Extracted records ->
* * * * *

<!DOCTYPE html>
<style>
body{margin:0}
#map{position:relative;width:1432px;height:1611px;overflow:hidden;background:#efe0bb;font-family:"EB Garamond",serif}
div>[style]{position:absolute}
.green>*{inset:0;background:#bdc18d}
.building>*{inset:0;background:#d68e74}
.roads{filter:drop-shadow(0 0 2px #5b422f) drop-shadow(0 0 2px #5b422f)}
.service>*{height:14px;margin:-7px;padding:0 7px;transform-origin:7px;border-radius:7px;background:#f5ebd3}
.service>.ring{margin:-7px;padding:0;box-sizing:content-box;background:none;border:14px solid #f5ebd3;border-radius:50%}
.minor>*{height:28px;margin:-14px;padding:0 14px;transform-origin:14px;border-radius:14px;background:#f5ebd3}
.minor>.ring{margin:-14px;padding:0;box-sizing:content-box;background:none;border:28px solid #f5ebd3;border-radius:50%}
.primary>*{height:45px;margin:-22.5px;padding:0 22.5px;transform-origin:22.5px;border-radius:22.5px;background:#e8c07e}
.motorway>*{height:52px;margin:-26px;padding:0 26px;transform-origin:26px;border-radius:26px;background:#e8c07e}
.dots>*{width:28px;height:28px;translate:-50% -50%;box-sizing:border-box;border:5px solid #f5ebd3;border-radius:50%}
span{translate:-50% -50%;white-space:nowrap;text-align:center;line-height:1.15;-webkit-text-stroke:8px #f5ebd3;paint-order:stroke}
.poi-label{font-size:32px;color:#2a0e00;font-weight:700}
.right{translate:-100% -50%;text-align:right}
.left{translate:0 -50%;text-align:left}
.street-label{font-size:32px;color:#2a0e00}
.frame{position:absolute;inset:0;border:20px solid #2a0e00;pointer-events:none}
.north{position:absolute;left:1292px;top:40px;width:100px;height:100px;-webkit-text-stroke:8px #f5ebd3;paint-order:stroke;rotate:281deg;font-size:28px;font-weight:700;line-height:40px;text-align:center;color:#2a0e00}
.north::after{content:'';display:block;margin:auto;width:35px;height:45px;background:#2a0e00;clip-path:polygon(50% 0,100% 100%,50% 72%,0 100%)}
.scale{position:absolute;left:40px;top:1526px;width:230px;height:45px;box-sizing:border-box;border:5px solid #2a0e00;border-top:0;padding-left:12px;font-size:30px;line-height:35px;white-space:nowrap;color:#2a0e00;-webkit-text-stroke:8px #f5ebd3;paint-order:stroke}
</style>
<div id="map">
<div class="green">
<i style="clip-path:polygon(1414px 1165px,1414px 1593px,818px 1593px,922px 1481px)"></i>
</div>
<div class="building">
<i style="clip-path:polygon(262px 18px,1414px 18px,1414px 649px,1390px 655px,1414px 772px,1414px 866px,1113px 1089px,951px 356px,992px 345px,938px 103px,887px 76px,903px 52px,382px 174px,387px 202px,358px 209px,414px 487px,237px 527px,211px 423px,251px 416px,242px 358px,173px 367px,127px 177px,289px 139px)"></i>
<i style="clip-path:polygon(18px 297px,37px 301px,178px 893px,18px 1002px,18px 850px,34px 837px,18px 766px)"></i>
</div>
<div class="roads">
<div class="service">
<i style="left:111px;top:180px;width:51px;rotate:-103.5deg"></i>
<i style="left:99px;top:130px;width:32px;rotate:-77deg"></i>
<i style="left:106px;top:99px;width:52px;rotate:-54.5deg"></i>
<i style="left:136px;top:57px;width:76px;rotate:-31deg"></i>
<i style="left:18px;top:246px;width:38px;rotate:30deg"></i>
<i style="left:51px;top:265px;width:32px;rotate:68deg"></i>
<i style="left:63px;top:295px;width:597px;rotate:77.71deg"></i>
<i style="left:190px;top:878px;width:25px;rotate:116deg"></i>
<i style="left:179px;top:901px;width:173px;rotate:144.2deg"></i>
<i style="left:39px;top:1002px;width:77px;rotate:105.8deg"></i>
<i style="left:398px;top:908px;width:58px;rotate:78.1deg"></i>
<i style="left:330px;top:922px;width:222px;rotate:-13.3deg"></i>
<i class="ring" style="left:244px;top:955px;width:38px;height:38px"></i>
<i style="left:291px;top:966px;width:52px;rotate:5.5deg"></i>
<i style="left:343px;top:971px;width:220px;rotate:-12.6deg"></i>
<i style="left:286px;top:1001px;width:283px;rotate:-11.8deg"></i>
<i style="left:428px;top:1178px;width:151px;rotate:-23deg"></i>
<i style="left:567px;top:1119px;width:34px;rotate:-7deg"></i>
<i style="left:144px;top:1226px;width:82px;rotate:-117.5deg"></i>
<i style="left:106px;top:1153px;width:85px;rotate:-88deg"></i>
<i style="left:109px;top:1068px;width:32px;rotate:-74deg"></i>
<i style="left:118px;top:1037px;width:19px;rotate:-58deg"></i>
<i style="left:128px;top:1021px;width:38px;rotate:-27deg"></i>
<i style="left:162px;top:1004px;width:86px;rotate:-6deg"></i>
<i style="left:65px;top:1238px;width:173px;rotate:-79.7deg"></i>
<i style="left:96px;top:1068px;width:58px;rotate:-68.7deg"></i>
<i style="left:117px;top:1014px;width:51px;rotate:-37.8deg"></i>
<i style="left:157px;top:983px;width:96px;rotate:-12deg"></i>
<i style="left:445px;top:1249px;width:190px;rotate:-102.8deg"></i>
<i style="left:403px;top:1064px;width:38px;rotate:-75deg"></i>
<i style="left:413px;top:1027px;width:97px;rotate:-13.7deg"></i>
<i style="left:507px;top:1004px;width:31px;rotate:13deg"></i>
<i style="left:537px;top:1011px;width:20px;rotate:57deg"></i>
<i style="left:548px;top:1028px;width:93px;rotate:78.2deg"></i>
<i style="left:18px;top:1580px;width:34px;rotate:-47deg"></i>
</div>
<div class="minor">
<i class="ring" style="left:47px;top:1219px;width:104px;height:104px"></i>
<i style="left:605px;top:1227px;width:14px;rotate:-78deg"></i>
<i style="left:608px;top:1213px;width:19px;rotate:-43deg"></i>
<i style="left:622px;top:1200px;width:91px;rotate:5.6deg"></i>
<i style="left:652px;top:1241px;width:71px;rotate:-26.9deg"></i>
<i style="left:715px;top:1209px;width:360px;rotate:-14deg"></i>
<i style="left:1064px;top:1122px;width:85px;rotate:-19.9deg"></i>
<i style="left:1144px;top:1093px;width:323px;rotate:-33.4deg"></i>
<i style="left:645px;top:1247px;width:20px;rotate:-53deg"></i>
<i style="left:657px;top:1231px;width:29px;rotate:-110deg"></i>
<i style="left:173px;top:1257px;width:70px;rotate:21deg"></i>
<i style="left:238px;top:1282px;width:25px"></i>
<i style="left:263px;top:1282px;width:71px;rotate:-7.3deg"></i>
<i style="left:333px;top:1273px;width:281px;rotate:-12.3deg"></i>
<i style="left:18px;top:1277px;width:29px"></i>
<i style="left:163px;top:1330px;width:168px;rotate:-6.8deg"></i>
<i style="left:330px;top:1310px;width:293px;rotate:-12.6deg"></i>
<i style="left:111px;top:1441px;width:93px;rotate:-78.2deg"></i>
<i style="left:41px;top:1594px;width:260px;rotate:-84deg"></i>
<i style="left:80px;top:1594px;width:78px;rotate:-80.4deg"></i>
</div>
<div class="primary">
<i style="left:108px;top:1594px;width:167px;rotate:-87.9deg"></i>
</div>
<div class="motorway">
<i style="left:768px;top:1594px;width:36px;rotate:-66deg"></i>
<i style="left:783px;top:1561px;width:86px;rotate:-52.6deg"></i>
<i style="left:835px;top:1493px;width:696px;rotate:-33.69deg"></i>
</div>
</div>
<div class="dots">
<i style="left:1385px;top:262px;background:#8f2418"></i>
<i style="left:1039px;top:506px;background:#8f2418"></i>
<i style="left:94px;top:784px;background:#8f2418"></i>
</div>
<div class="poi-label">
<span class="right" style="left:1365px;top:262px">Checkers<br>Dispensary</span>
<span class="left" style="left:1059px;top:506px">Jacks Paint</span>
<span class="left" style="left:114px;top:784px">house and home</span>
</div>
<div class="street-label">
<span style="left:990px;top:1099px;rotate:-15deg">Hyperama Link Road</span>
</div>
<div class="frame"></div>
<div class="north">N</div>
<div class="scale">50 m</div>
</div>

* * * * *

TASK -> When copying the data above, please keep exactly the lines from its first line through the line with "2px #5b422f) drop-shadow(0", both ends included, and drop the rest.

ANSWER BELOW ->
<!DOCTYPE html>
<style>
body{margin:0}
#map{position:relative;width:1432px;height:1611px;overflow:hidden;background:#efe0bb;font-family:"EB Garamond",serif}
div>[style]{position:absolute}
.green>*{inset:0;background:#bdc18d}
.building>*{inset:0;background:#d68e74}
.roads{filter:drop-shadow(0 0 2px #5b422f) drop-shadow(0 0 2px #5b422f)}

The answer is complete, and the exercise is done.